_What to work on_
Only one stretch of the data below should be repeated: the lines from the line containing "M192,1415l12,84 -71,11 -13,-84z" through the line containing "M426,1568l2,72 -55,2 -3,-72z", inclusive, exactly as they are.

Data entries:
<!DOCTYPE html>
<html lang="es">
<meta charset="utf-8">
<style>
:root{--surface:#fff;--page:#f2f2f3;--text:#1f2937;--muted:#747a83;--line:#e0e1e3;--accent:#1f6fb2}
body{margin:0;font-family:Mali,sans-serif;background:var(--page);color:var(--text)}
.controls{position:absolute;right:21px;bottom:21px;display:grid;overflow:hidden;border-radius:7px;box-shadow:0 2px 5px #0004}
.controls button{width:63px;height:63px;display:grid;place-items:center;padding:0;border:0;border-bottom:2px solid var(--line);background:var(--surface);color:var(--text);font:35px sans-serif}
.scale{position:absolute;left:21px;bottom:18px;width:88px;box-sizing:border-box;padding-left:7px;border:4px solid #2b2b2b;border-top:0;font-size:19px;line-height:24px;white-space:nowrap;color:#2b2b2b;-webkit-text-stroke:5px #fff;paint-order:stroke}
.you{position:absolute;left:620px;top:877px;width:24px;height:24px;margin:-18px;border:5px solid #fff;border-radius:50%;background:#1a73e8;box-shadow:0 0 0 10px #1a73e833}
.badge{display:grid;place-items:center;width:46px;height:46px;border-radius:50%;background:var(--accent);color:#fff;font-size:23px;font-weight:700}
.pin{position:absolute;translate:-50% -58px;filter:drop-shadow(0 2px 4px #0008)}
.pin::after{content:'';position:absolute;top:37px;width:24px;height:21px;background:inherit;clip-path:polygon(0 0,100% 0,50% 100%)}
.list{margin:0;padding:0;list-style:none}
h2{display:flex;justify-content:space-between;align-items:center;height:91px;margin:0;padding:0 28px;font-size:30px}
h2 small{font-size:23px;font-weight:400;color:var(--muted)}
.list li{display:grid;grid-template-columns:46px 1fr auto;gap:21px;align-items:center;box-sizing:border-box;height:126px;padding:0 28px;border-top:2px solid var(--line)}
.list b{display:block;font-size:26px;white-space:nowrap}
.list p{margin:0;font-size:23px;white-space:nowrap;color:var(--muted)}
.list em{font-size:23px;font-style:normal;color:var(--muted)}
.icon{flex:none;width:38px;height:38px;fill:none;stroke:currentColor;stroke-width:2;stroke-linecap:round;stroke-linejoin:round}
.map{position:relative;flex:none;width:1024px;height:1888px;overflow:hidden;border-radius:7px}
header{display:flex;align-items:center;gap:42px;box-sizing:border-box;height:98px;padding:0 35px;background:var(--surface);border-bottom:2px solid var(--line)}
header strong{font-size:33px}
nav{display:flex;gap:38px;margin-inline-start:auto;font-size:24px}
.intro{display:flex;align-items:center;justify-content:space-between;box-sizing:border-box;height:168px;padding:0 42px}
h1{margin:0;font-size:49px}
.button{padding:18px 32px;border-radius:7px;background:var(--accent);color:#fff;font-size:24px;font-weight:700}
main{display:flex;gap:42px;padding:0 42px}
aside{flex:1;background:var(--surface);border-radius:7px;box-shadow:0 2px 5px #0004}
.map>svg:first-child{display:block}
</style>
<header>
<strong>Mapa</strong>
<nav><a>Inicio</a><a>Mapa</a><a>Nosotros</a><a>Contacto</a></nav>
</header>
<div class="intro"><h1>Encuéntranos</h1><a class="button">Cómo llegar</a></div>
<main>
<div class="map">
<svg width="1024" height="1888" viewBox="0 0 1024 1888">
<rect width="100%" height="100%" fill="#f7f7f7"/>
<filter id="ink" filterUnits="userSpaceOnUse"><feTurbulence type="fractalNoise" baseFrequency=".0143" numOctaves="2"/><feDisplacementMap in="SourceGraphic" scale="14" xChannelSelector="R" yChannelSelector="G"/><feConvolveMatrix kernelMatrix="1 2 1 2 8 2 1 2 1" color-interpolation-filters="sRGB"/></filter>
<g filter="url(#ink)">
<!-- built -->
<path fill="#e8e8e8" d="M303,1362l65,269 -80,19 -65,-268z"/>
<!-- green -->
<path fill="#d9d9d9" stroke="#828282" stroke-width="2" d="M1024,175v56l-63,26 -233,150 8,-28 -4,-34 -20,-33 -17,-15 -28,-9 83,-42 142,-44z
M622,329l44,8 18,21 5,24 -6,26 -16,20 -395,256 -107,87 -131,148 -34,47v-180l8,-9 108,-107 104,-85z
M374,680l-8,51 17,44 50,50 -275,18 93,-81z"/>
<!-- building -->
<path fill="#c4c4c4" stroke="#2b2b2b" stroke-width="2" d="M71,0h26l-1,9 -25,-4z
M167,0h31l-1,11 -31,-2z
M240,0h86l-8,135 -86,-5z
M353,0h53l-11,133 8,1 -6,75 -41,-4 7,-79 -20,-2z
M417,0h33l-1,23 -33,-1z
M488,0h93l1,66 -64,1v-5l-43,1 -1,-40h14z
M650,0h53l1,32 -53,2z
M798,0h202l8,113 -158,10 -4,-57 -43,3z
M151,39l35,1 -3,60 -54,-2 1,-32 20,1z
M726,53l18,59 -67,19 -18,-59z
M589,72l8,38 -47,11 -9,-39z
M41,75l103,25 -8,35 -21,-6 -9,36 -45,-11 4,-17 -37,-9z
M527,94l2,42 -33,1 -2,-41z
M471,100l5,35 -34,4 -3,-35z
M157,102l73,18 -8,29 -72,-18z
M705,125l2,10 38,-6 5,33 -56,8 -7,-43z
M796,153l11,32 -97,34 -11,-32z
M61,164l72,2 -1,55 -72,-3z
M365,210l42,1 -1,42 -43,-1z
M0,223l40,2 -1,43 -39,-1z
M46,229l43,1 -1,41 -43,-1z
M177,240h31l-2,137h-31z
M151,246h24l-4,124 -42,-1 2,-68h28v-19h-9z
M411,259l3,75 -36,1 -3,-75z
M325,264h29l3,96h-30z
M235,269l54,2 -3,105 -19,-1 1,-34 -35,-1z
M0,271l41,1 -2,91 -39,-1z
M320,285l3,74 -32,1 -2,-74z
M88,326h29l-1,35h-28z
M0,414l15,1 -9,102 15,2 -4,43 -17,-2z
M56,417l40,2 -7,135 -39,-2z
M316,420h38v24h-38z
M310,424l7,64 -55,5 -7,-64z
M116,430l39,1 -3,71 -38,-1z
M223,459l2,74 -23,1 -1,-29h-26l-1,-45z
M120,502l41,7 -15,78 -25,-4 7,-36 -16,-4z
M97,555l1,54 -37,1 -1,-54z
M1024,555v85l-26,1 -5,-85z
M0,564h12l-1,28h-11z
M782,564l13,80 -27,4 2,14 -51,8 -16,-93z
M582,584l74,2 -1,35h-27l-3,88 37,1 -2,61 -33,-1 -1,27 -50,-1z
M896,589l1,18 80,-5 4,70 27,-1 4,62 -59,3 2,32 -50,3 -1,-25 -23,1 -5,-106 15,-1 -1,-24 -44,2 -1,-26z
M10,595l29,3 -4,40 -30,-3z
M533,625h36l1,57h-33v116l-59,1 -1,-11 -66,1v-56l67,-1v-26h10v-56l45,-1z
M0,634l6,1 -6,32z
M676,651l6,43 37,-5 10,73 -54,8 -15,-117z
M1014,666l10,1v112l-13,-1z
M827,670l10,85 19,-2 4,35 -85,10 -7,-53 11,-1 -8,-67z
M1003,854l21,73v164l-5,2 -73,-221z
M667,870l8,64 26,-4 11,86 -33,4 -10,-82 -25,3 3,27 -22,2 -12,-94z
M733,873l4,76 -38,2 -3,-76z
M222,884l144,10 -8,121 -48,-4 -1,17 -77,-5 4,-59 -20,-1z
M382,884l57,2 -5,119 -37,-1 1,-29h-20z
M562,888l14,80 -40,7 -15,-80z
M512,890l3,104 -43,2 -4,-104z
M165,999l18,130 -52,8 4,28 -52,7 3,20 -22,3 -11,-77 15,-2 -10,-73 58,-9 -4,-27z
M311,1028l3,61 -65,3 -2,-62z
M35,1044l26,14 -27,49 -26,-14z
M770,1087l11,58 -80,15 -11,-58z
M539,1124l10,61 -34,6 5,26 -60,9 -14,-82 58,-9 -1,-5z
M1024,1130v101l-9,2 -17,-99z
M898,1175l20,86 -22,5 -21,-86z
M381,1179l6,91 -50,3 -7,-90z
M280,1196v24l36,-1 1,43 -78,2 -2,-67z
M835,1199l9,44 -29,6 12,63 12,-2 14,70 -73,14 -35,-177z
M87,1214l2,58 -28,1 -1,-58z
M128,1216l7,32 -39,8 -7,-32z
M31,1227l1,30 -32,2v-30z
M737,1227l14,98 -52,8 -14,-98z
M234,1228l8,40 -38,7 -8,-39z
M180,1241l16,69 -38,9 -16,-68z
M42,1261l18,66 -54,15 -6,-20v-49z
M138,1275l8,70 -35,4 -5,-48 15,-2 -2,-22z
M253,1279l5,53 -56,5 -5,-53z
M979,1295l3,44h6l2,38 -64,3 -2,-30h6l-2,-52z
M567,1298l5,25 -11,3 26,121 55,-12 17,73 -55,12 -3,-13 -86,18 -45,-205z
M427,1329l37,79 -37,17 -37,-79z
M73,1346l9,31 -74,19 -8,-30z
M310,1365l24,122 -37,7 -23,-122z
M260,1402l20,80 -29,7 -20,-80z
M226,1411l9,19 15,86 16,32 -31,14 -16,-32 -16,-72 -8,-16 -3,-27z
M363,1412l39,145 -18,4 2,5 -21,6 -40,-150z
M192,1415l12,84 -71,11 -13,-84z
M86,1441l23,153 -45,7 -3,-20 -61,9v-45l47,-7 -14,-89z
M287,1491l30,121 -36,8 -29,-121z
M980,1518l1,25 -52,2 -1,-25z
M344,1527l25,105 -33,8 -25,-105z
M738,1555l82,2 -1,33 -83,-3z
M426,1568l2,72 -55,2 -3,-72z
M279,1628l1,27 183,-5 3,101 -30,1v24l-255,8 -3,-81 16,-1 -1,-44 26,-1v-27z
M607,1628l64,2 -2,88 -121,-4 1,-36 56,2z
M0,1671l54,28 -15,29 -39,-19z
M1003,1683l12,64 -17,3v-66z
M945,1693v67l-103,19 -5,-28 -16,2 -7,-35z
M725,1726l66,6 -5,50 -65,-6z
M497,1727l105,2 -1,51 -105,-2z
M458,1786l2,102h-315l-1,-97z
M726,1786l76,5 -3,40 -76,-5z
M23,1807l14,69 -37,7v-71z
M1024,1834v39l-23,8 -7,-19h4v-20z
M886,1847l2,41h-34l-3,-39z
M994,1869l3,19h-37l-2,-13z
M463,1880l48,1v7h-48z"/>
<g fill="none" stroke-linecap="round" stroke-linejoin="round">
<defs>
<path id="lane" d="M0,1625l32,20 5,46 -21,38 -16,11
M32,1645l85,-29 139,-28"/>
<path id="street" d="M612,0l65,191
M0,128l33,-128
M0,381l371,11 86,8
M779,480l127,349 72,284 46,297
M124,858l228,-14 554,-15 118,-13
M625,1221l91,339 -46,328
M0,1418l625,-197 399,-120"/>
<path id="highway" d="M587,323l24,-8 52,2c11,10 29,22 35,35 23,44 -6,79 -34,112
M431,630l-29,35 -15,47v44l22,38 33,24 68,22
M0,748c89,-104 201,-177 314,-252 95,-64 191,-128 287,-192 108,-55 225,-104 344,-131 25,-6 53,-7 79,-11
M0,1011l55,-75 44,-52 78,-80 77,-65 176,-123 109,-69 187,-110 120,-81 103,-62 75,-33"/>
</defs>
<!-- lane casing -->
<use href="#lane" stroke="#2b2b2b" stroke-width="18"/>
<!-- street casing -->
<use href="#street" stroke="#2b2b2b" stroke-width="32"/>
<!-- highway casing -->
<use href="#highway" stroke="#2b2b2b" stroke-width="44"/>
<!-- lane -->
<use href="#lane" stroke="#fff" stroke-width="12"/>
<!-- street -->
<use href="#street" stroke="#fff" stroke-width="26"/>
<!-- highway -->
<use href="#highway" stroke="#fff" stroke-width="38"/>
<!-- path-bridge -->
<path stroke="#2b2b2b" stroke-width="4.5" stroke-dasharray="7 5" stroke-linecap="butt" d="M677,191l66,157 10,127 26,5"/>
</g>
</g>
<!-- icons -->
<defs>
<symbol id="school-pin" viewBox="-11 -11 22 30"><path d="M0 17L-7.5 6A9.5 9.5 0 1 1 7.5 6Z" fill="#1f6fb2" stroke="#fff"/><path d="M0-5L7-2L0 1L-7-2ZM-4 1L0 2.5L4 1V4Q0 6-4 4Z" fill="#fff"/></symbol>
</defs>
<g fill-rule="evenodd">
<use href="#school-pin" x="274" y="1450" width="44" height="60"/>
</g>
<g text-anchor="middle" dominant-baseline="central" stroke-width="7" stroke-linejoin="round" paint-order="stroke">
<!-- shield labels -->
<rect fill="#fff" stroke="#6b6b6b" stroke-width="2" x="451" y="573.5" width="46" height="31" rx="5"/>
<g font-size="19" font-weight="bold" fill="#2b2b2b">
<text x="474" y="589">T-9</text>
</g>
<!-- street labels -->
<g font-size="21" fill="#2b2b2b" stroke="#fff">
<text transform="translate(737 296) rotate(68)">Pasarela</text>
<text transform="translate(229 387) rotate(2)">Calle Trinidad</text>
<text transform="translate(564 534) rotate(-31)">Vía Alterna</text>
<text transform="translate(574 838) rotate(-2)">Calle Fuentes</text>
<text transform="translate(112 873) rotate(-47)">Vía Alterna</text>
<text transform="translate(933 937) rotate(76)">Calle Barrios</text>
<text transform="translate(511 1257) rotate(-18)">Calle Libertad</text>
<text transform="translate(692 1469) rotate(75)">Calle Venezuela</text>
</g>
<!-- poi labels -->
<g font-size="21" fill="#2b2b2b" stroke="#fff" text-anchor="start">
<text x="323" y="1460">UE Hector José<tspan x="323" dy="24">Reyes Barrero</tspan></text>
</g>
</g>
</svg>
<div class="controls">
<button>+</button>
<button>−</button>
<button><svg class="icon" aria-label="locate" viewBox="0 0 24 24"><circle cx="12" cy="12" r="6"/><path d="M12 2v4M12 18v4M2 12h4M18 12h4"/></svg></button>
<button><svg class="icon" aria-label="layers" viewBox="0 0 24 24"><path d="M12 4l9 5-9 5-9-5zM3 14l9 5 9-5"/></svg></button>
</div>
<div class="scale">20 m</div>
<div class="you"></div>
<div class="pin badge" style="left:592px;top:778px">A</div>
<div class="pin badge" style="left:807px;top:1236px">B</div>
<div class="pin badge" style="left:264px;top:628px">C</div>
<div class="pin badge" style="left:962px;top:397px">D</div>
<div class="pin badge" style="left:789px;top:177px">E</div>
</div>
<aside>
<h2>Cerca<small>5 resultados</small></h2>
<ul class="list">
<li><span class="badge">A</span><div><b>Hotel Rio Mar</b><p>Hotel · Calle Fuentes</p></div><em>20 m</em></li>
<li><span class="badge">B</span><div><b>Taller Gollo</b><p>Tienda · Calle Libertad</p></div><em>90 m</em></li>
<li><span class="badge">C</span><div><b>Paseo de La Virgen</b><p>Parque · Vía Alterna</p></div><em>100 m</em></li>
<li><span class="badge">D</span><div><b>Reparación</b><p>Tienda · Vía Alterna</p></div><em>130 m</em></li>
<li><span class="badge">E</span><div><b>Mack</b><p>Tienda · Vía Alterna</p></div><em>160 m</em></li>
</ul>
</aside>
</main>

_Answer for the task_
M192,1415l12,84 -71,11 -13,-84z
M86,1441l23,153 -45,7 -3,-20 -61,9v-45l47,-7 -14,-89z
M287,1491l30,121 -36,8 -29,-121z
M980,1518l1,25 -52,2 -1,-25z
M344,1527l25,105 -33,8 -25,-105z
M738,1555l82,2 -1,33 -83,-3z
M426,1568l2,72 -55,2 -3,-72z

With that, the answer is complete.